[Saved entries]
__________________________________________________
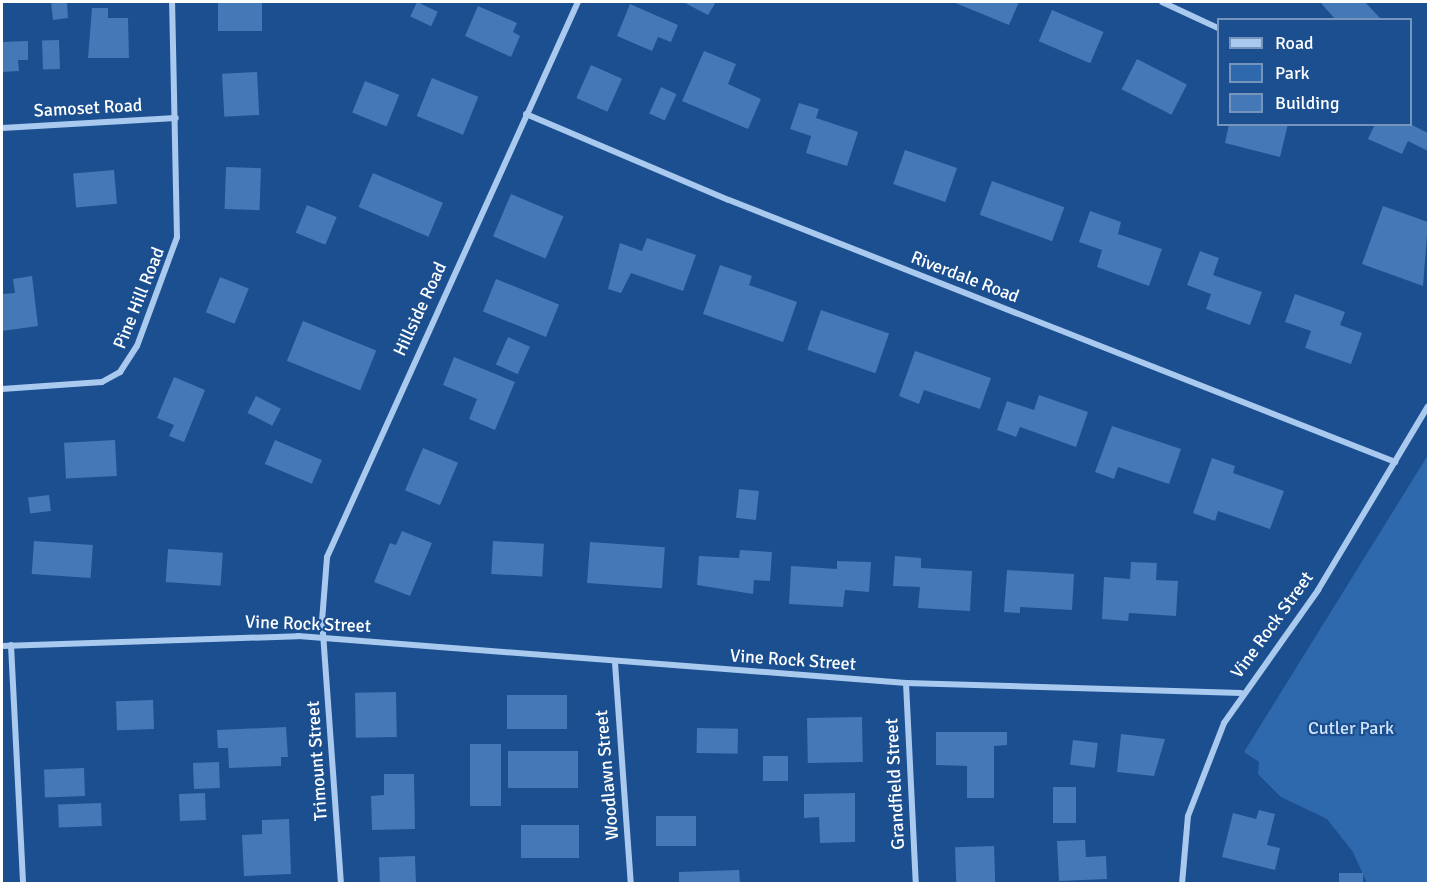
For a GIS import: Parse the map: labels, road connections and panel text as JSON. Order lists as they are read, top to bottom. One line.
{"streets":{"street":["Samoset Road","Riverdale Road","Pine Hill Road","Hillside Road","Vine Rock Street","Trimount Street","Woodlawn Street","Grandfield Street"]},"crossings":[["Samoset Road","Pine Hill Road"],["Riverdale Road","Hillside Road"],["Riverdale Road","Vine Rock Street"],["Hillside Road","Vine Rock Street"],["Hillside Road","Trimount Street"],["Vine Rock Street","Trimount Street"],["Vine Rock Street","Woodlawn Street"],["Vine Rock Street","Grandfield Street"]],"parks":["Cutler Park"],"legend":["Road","Park","Building"]}
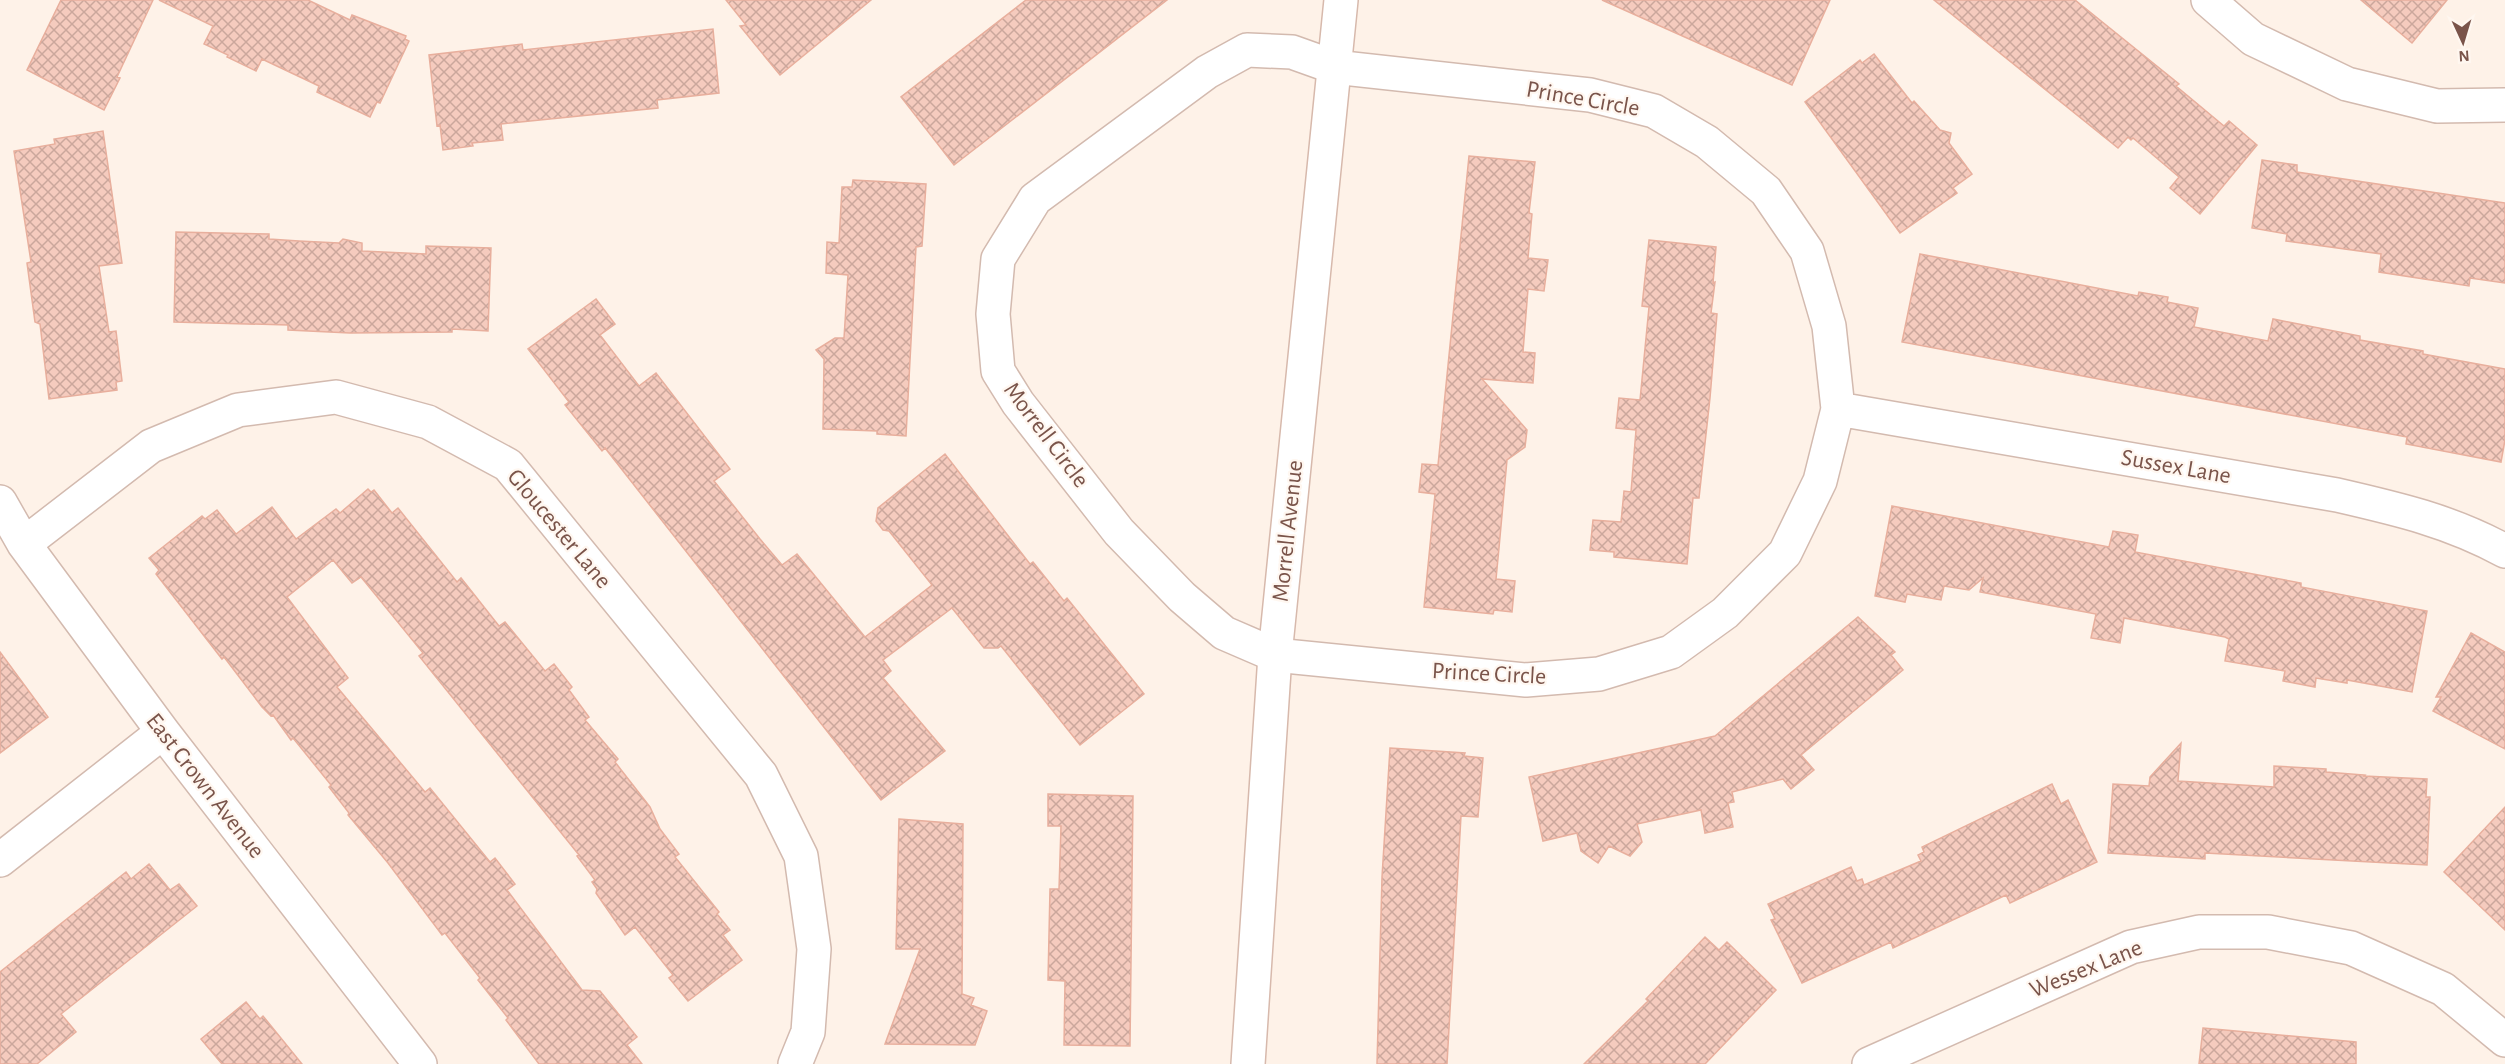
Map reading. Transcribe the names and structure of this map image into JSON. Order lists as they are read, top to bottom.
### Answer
{
  "streets": {
    "street": [
      "Prince Circle",
      "Morrell Circle",
      "Sussex Lane",
      "Gloucester Lane",
      "Morrell Avenue",
      "East Crown Avenue",
      "Wessex Lane"
    ]
  },
  "crossings": [
    ["Prince Circle", "Morrell Circle"],
    ["Prince Circle", "Sussex Lane"],
    ["Prince Circle", "Morrell Avenue"],
    ["Morrell Circle", "Morrell Avenue"],
    ["Gloucester Lane", "East Crown Avenue"]
  ],
  "north": "bottom"
}
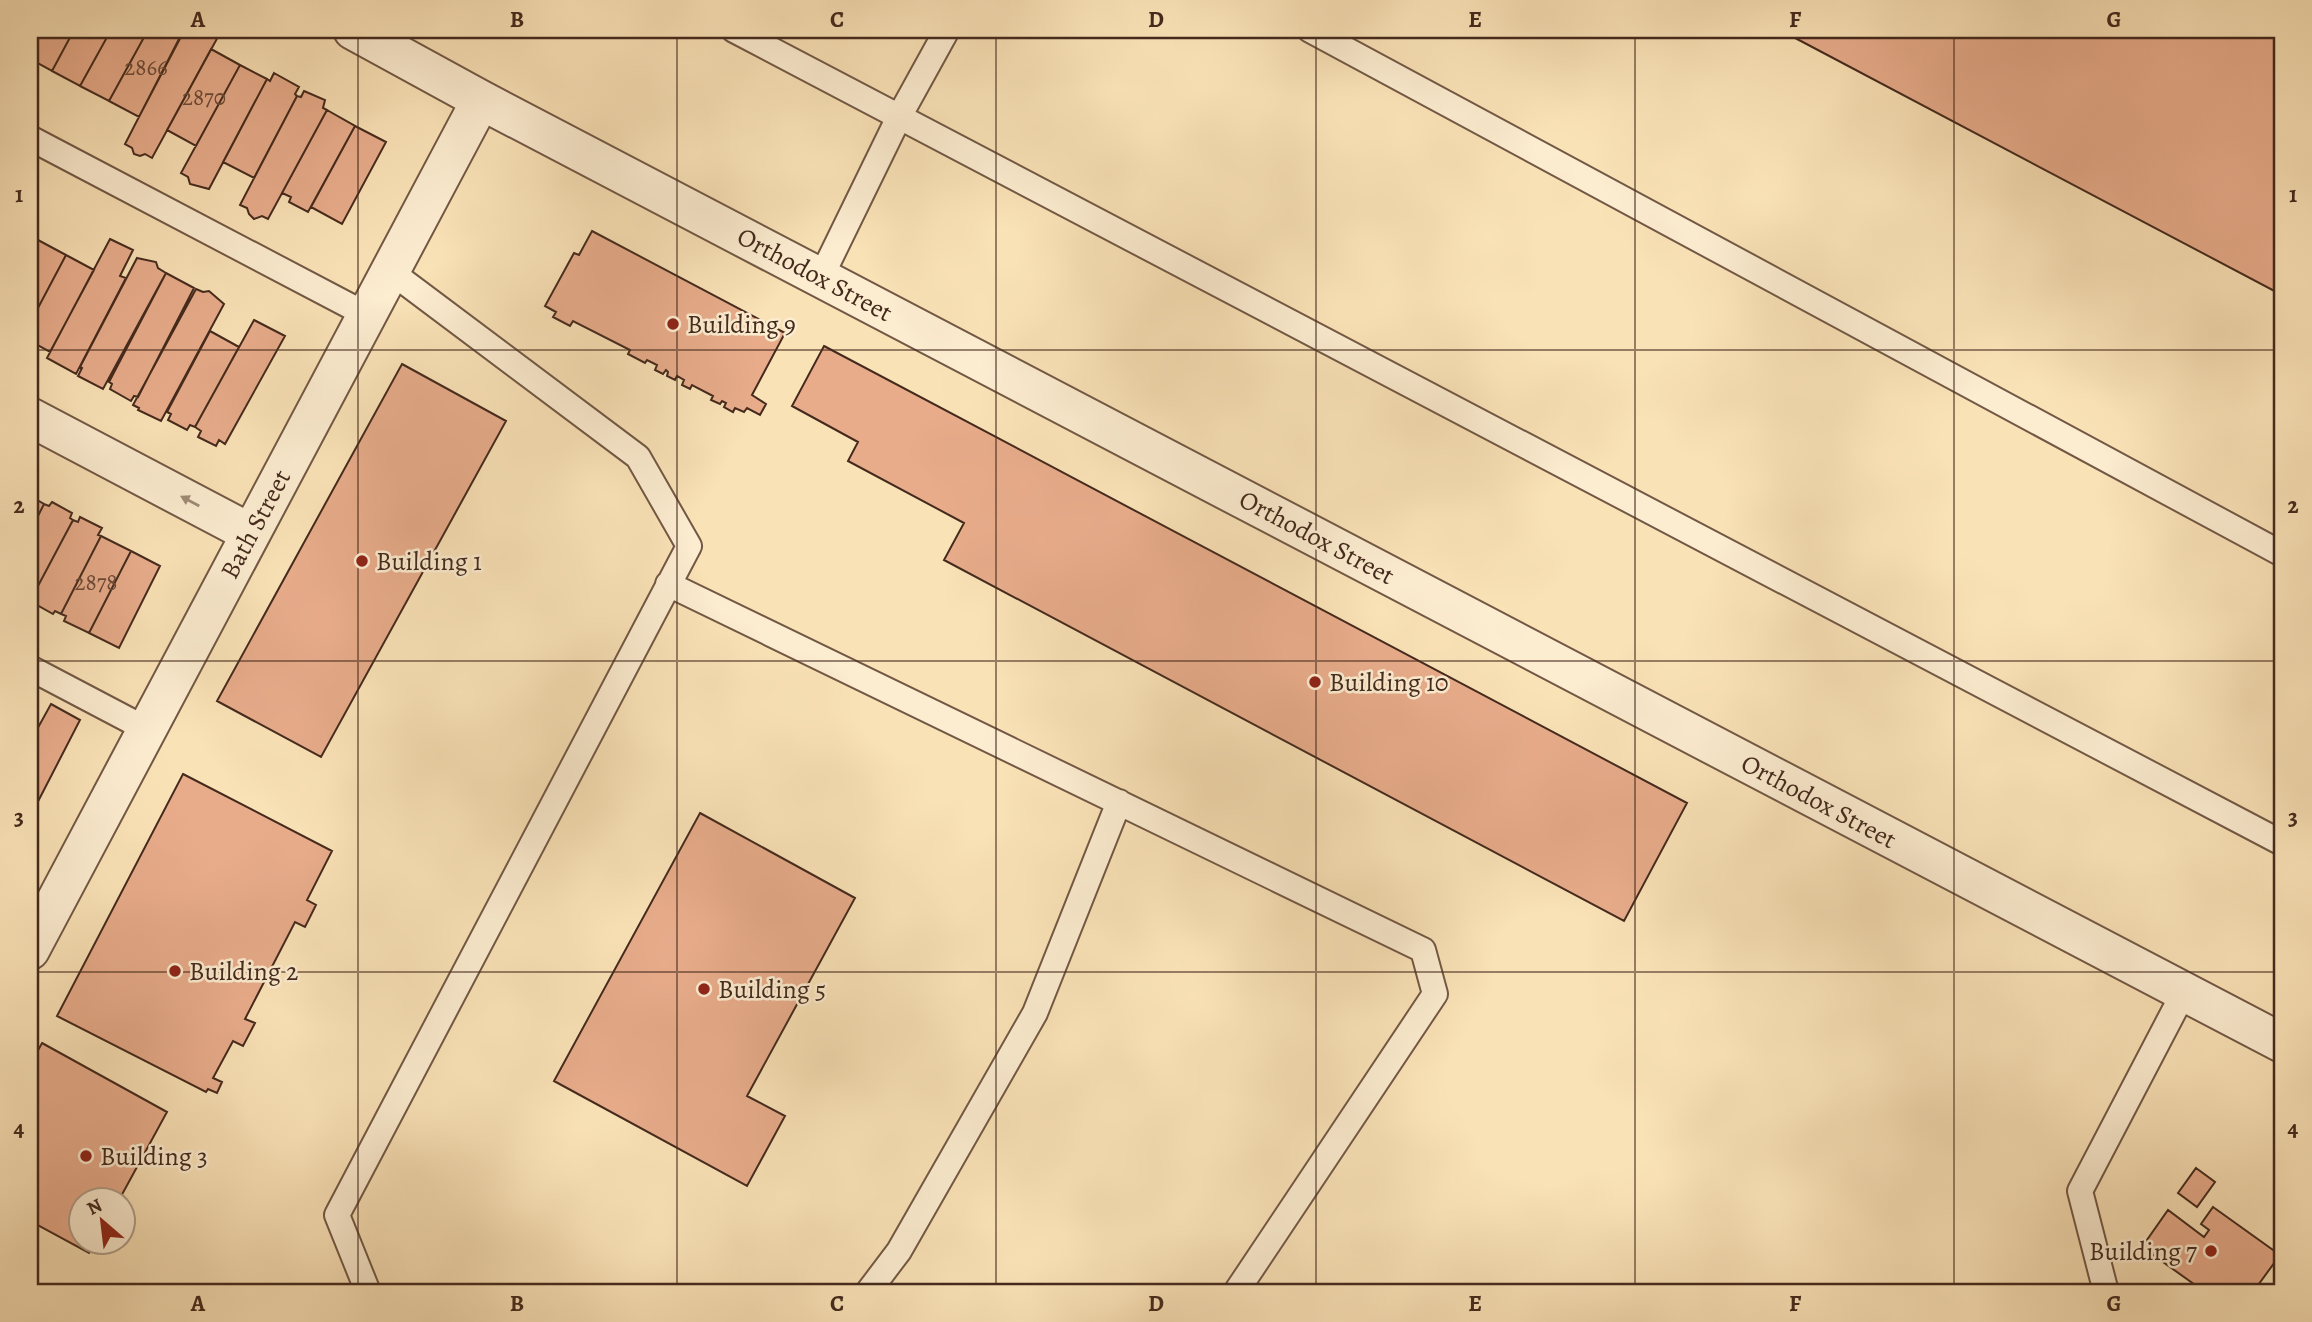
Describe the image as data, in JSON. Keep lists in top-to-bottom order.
{
  "streets": {
    "street": ["Orthodox Street", "Bath Street"]
  },
  "crossings": [
    ["Orthodox Street", "Bath Street"]
  ],
  "places": [
    "Building 9",
    "Building 1",
    "Building 10",
    "Building 2",
    "Building 5",
    "Building 3",
    "Building 7"
  ],
  "house_numbers": ["2866", "2870", "2878"],
  "north": "top left",
  "grid": {
    "columns": [
      "A",
      "B",
      "C",
      "D",
      "E",
      "F",
      "G"
    ],
    "rows": [
      "1",
      "2",
      "3",
      "4"
    ]
  }
}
__________________________________________________
--- EXERCISE GOAL ---
From the first line to the last, repeat the records exactly, leaving out the pictures.

--- TASK OUTPUT ---
For a GIS import: Parse the map: labels, road connections and panel text as JSON. Order lists as they are read, top to bottom. One line.
{"streets":{"street":["Samoset Road","Riverdale Road","Pine Hill Road","Hillside Road","Vine Rock Street","Trimount Street","Woodlawn Street","Grandfield Street"]},"crossings":[["Samoset Road","Pine Hill Road"],["Riverdale Road","Hillside Road"],["Riverdale Road","Vine Rock Street"],["Hillside Road","Vine Rock Street"],["Hillside Road","Trimount Street"],["Vine Rock Street","Trimount Street"],["Vine Rock Street","Woodlawn Street"],["Vine Rock Street","Grandfield Street"]],"parks":["Cutler Park"],"legend":["Road","Park","Building"]}
Map reading. Transcribe the names and structure of this map image into JSON. Order lists as they are read, top to bottom.
### Answer
{
  "streets": {
    "street": [
      "Prince Circle",
      "Morrell Circle",
      "Sussex Lane",
      "Gloucester Lane",
      "Morrell Avenue",
      "East Crown Avenue",
      "Wessex Lane"
    ]
  },
  "crossings": [
    ["Prince Circle", "Morrell Circle"],
    ["Prince Circle", "Sussex Lane"],
    ["Prince Circle", "Morrell Avenue"],
    ["Morrell Circle", "Morrell Avenue"],
    ["Gloucester Lane", "East Crown Avenue"]
  ],
  "north": "bottom"
}
Describe the image as data, in JSON. Keep lists in top-to-bottom order.
{
  "streets": {
    "street": ["Orthodox Street", "Bath Street"]
  },
  "crossings": [
    ["Orthodox Street", "Bath Street"]
  ],
  "places": [
    "Building 9",
    "Building 1",
    "Building 10",
    "Building 2",
    "Building 5",
    "Building 3",
    "Building 7"
  ],
  "house_numbers": ["2866", "2870", "2878"],
  "north": "top left",
  "grid": {
    "columns": [
      "A",
      "B",
      "C",
      "D",
      "E",
      "F",
      "G"
    ],
    "rows": [
      "1",
      "2",
      "3",
      "4"
    ]
  }
}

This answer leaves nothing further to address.